SEJ posts information about the work of young journalists who are making an impact on their world; opportunities; useful websites; and items of interest about news, activities and events centered on young people implementing change.

Events & Opportunities


  • Canada's Next Green Journalist is an annual competition, part of Young Reporters for the Environment's international awards program. The Canadian program is coordinated by Environmental Defence, and recognizes inspired stories, photos and videos about local environmental issues from 11-18 year olds. Win great prizes for your school. Deadline: Mar 31, 2015.
  • The Radio Television Digital News Association offers 8 scholarships and 4 RTDNF fellowships for outstanding students or young professionals (<10 years experience in the field) pursuing careers in radio, television, or online news. Deadline: Apr 30, 2015.
  • The Evert Clark/Seth Payne Award recognizes outstanding reporting and writing in non-technical, print journalism only, in any field of science, by science writers aged 30 years and younger. The winner receives $1,000 and expenses to attend the combined annual meeting of the National Association of Science Writers (NASW)/Council for the Advancement of Science Writing (CASW). Deadline: June 30, 2015.
  • Financial Aid for Minority Students lists scholarship opportunities for African-Americans, Hispanics, women, and other specific minority groups, as well as more generalized awards that are made available to applicants belonging to any underrepresented demographic.
  • A project of the American Society of News Editors, the High School Journalism Initiative offers great resources for students and teachers and a weekly contest for students to be recognized for great journalistic writing, photos and videos.

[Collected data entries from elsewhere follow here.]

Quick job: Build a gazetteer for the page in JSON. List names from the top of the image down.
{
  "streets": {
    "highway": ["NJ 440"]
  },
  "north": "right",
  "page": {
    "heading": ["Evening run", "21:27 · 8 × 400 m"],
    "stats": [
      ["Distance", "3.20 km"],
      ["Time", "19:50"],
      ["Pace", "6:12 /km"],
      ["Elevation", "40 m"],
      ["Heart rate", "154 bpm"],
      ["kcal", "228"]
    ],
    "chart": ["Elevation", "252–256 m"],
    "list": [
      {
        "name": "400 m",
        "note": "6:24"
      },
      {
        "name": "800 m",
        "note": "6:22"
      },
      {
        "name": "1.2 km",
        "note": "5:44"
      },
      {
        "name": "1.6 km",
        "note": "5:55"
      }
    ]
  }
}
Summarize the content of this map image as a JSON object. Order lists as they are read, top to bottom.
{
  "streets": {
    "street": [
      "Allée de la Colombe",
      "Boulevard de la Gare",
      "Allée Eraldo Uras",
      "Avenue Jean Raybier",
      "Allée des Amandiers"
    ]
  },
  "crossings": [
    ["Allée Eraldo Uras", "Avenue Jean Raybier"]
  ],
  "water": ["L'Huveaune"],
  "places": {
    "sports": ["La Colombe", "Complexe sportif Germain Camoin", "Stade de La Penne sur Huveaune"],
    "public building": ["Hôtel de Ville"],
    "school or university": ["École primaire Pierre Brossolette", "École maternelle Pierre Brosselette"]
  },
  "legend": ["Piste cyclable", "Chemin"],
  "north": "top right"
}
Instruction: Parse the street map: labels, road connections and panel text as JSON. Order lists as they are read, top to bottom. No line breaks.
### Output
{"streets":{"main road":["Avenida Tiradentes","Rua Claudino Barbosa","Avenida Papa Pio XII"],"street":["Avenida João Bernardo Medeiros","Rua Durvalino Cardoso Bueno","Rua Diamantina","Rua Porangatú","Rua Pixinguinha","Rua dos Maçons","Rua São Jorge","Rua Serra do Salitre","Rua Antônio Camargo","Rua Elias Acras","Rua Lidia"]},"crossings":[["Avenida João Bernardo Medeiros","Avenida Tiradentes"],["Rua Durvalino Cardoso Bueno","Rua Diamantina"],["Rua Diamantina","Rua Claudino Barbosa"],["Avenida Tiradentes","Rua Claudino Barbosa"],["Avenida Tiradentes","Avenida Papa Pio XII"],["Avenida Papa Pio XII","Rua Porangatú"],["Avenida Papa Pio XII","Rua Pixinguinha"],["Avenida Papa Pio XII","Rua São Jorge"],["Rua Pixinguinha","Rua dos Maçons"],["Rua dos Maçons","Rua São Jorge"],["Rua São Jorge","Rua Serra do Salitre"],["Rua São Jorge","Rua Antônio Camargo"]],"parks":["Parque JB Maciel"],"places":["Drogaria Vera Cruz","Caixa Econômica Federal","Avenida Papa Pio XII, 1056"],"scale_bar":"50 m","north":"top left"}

  • To encourage students to sharpen their abilities to communicate the outdoor experience, the Outdoor Writers Association of America offers the annual Norm Strung Youth Writing Contest. The contest features separate categories for poetry and prose, with cash awards in each, for two different divisions, senior (grades 9-12) and junior (grades 6-8). The work must have been published in a newsletter, newspaper, magazine, literary collection, etc. during the previous calendar year. The publication can be school or club related, or commercial. Deadline: Mar 16, 2015.
  • Young people develop their written, speaking, communication and leadership skills, while learning about diversity, through the annual Asian American Journalists Association's JCamp. The program is not limited to Asian American students; it's open to all high school students. Deadline: Mar 15 for the Aug 3-8, 2015 program at the University of Minnesota School of Journalism and Mass Communication in Minneapolis.
  • In the U.S., youth between the ages of 13 and 21 may enter the Young Reporters for the Environment USA competition in one of three age categories, as individuals or as part of a class or group. Participants investigate an environmental issue and report on it in writing, photography, or video. Entries must be relevant to participants’ local community, connect to a global perspective, include possible solutions, and be disseminated to an appropriate target audience. Winners will be selected in each age bracket for each media type. First-place winners in each category will continue to the international competition. Deadline: Mar 13, 2015.
  • The Alexia Grants are awarded to students and professional photographers to give them the financial ability to produce substantial stories that drive change in the effort to make the world a better place. Students also get scholarship opportunities. Deadlines: Professional grants — Jan 29, 2015; student grants — Feb 2, 2015.
  • The Korva Coleman Excellence Awards recognize outstanding digital media pieces produced by youth. Ages 14-23 are eligible to compete in the categories of audio, video and online print. Winner of each category receives a $1,000 scholarship and a trip to accept his or her Crystal Korva Award in person at the May 7, 2015, awards dinner in Phoenix. Deadline: Feb 1, 2015.
  • The Livingston Awards for Young Journalists, for excellence by professionals under the age of 35, judge print, broadcast and online entries against one another, a practice of increasing interest as technology blurs traditional distinctions between rival branches of the profession. Three $10,000 prizes. Deadline: Feb 1, 2015.
  • 2013 Annual High Country News Student Essay Contest: Strides in Sustainability
    In 750 words, describe how you or someone in your community is making meaningful strides to lessen modern Western society's impact on the environment. The contest is open to students between the ages of 17 and 24 (as of January 1, 2013) who are currently enrolled in a college or other institute of higher education. Deadline: Nov 27, 2013.
  • Kids These Days... Looking Out for Their Own Future, a panel during SEJ's 21st Annual Conference in Miami, October 2011, featured young environmental activists who discussed the initiatives they started at their schools and in their communities.




  • Rebecca Burton

    Scientific American features SEJ member Rebecca Burton on its SA Incubator blog, June 11, 2013. Visit Rebecca's personal blog on health, science and hula-hooping: Layman’s Terms Media.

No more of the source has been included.